Publishing the findings of its review of restrictions on choice of insurer in the legal services market, the LSB instead called on the regulators to work more closely together on the issue, where it said “much more is possible”.
Despite the LSB’s preference for open market solutions, the review was noticeably positive about the Bar Mutual Insurance Fund (BMIF), which has been criticised by some barristers for taking advantage of its position as monopoly provider.
The LSB said “media reports indicate that some practitioners clearly find insurance via the BMIF attractive compared to alternatives”.
The review went on: “This may be one explanation why most BSB -egulated entities (who have a choice of provider) have continued to use the BMIF. For the BSB, this may be a reason why practitioners seek authorisation to practice from it, rather than another approved regulator.”
The LSB also argued that “in theory” a sole provider of indemnity insurance was in a better position to report suspected fraud by policyholders.
“For example, a sole insurer bearing cost in any event may act to remove the practitioner from the market, whereas a commercial insurer might have an incentive to try to ‘off-load’ long-term risk to a competitor at the end of the insurance policy.
“Costs of around £3.7m in 2008/09 were reported as arising due to misalignment of incentives on supplying information to the SRA about dishonest firms.”
The LSB said that regulators had “reached different conclusions” on the need for intervention in the market, and restriction on choice could be a “valid decision”, with a variety of ways in which it could be imposed.
The review said that any regulator with an “outlying policy” would no doubt “wish to challenge itself to determine if consistency may be appropriate or if its regulated community is so different from those of other approved regulators as to require a restriction on choice”.
The LSB went on: “The starting point for analysis should be that restrictions on choice in the form of regulatory requirements need to be justified. This means considering the need for regulatory intervention from first principles.

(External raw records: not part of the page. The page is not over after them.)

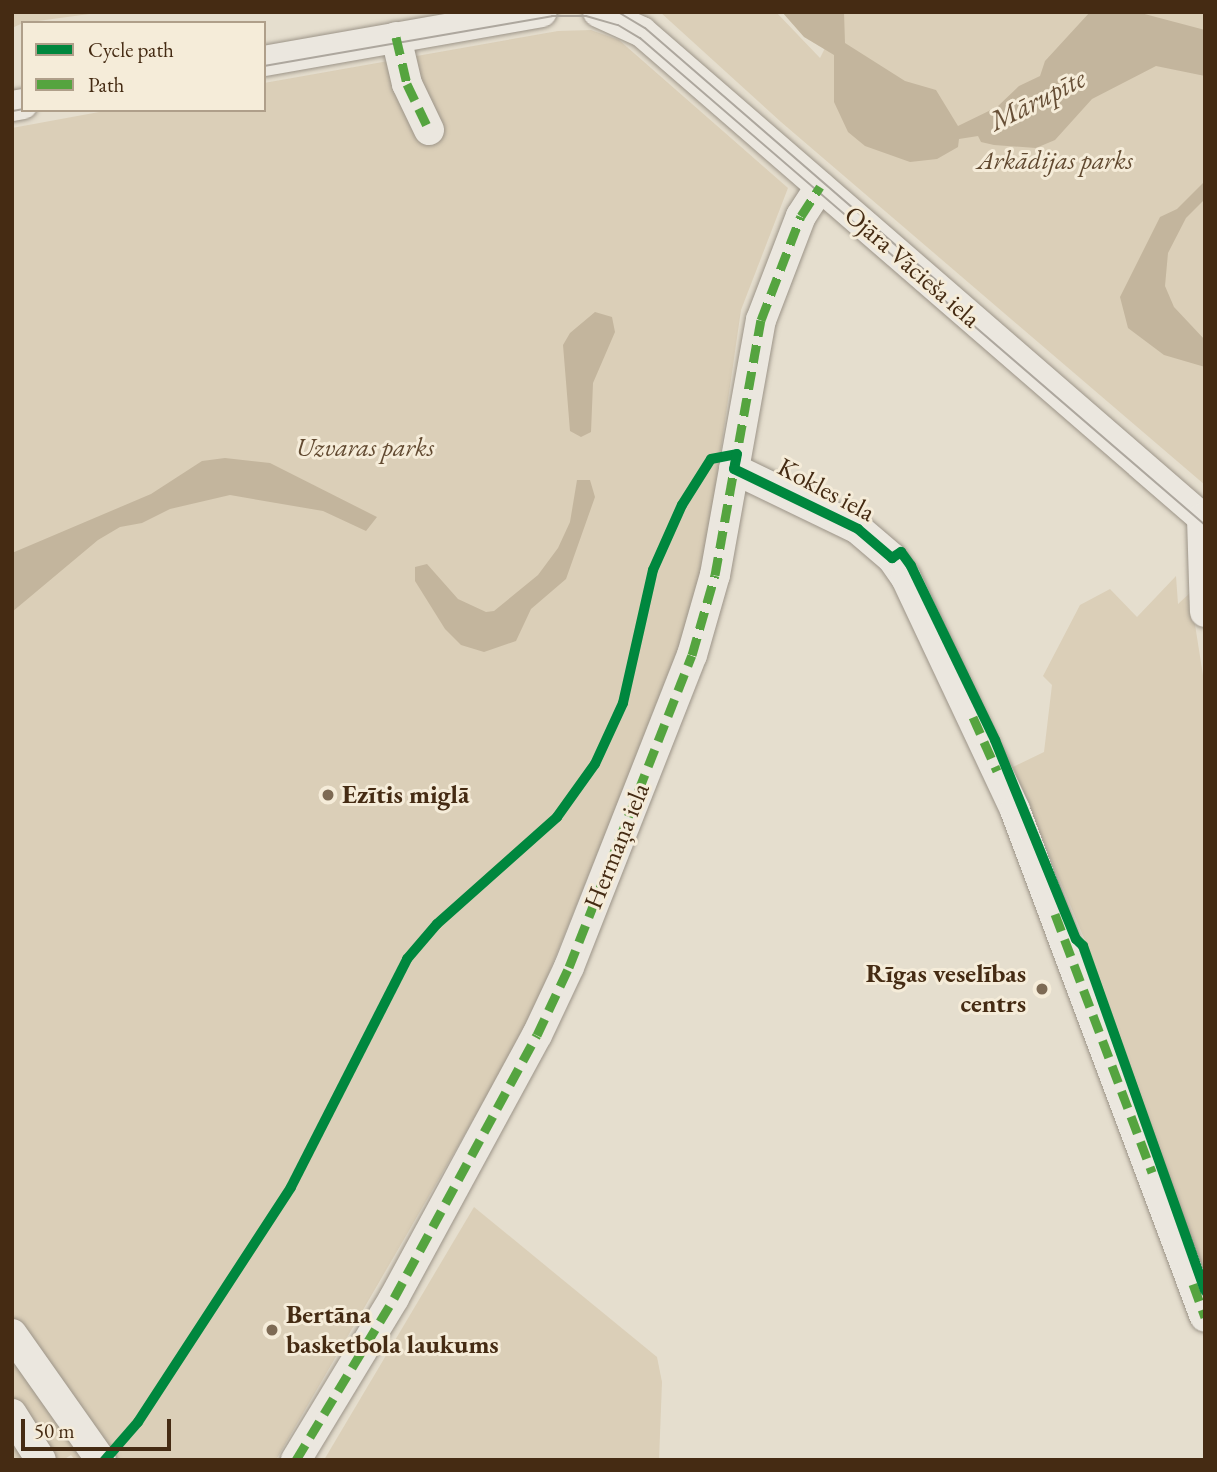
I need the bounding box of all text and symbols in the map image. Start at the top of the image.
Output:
legend [21,21,266,112]
text: Cycle path [88,36,174,63]
water label: Mārupīte [983,61,1091,137]
text: Path [88,71,124,98]
park label: Arkādijas parks [977,145,1133,177]
street label: Ojāra Vācieša iela [838,200,986,334]
park label: Uzvaras parks [296,432,434,464]
street label: Kokles iela [772,451,880,529]
place label: Ezītis miglā [342,779,469,811]
street label: Hermaņa iela [578,779,656,913]
marker: Ezītis miglā [320,787,336,803]
place label: Rīgas veselības centrs [866,958,1026,1020]
marker: Rīgas veselības centrs [1032,979,1052,999]
place label: Bertāna basketbola laukums [286,1299,499,1360]
marker: Bertāna basketbola laukums [264,1322,280,1338]
scale bar [24,1406,175,1450]
text: 50 m [34,1417,75,1444]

“This requires evidence-based decisions on whether there is a market failure that necessitates action and, if so, adopting the least burdensome response from among those possible. This applies equally to new and existing arrangements.”

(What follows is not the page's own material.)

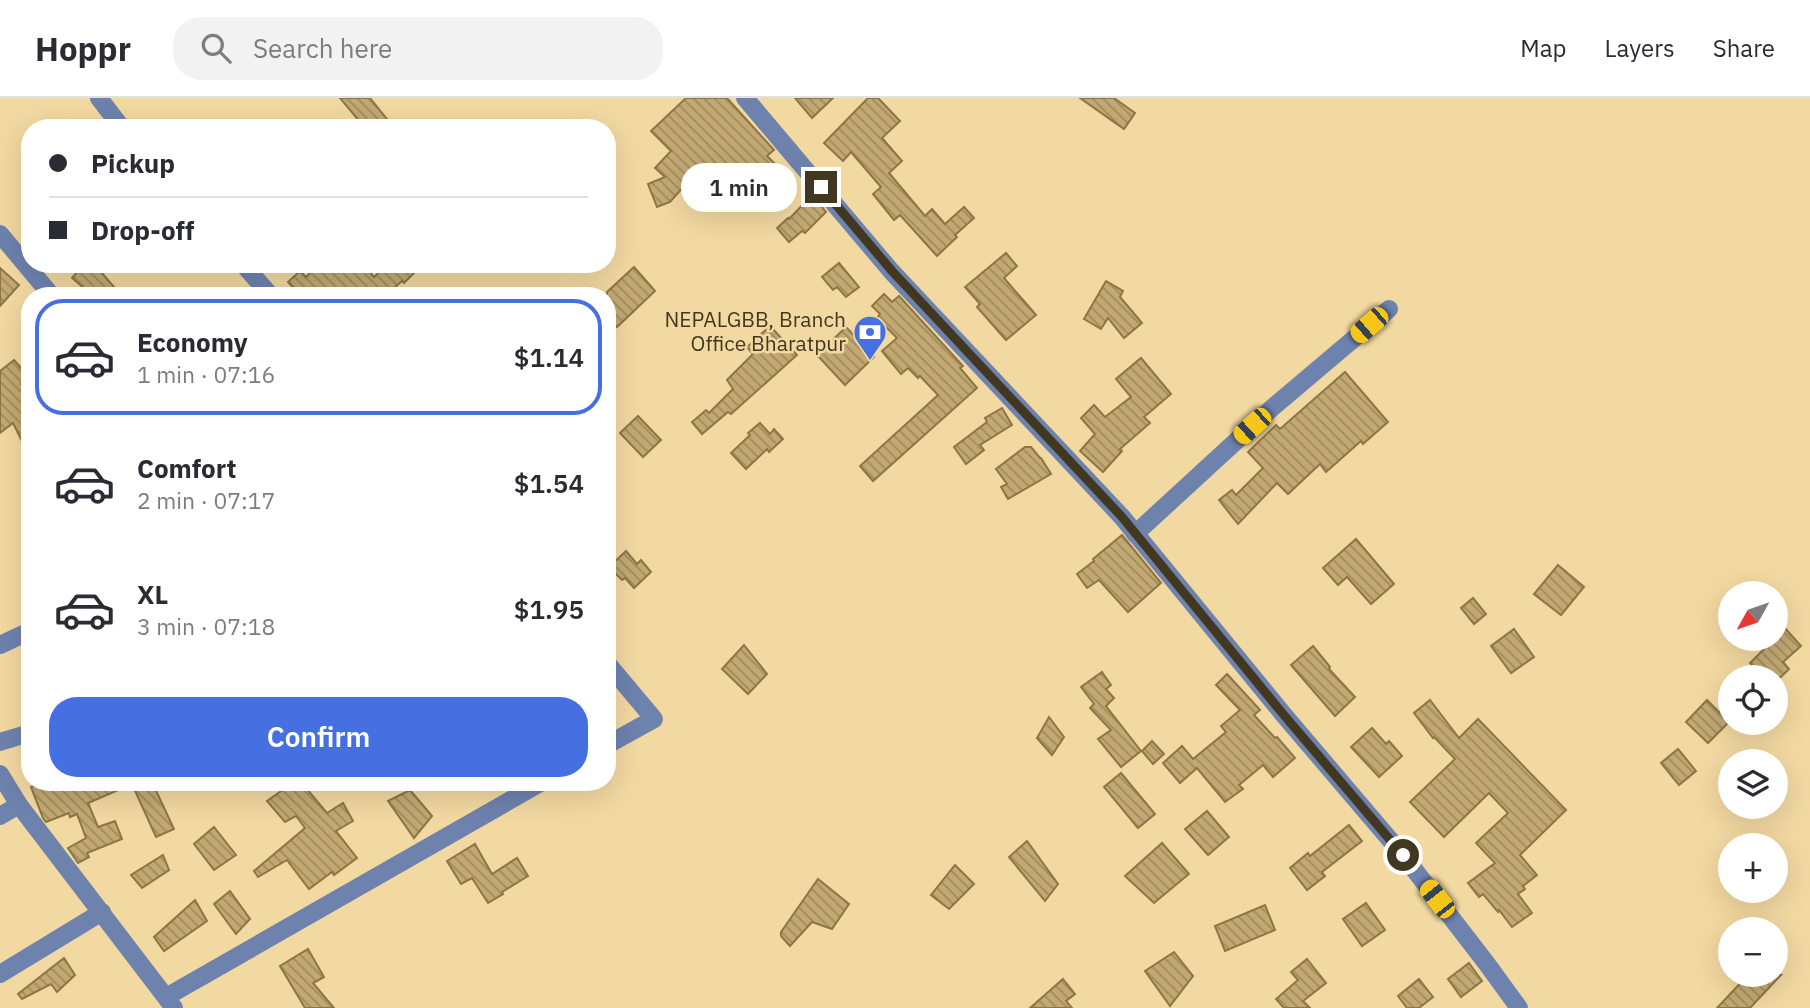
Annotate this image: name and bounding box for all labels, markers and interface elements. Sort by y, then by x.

Neil Buckley, chief executive of the LSB, added: “Various arguments have been made in favour of different models for delivering PII, such as an open market, the use of a master policy or the creation of a mutual fund.
“With this review we are not looking to specify the ‘right’ answer for any regulator. Instead this review seeks to provide the basis and tools for approved regulators to make evidence-based decisions in this area that reflect their duties under the Legal Services Act.”
Catherine Dixon, chief executive of the Law Society, said the society backed the SRA’s open market model for the supply of indemnity insurance, which allowed firms to choose from more than 40 providers, offering “comprehensive indemnity to solicitors, and unrivalled protection and redress for clients”.
In a dig at the SRA’s plans to rewrite the handbook and allow solicitors to work in unregulated law firms, she said this could result in solicitors providing advice to the public without indemnity insurance cover.
“We are gravely concerned because if these are accepted there will be a significantly impact on client protection and the standing of the solicitor profession, which is not in the public interest.”
She added that the regulator’s plans to waive the run-off requirements for SRA firms wanting to switch regulator “again have the potential to weaken indemnity protections resulting in clients and solicitors being put at risk.”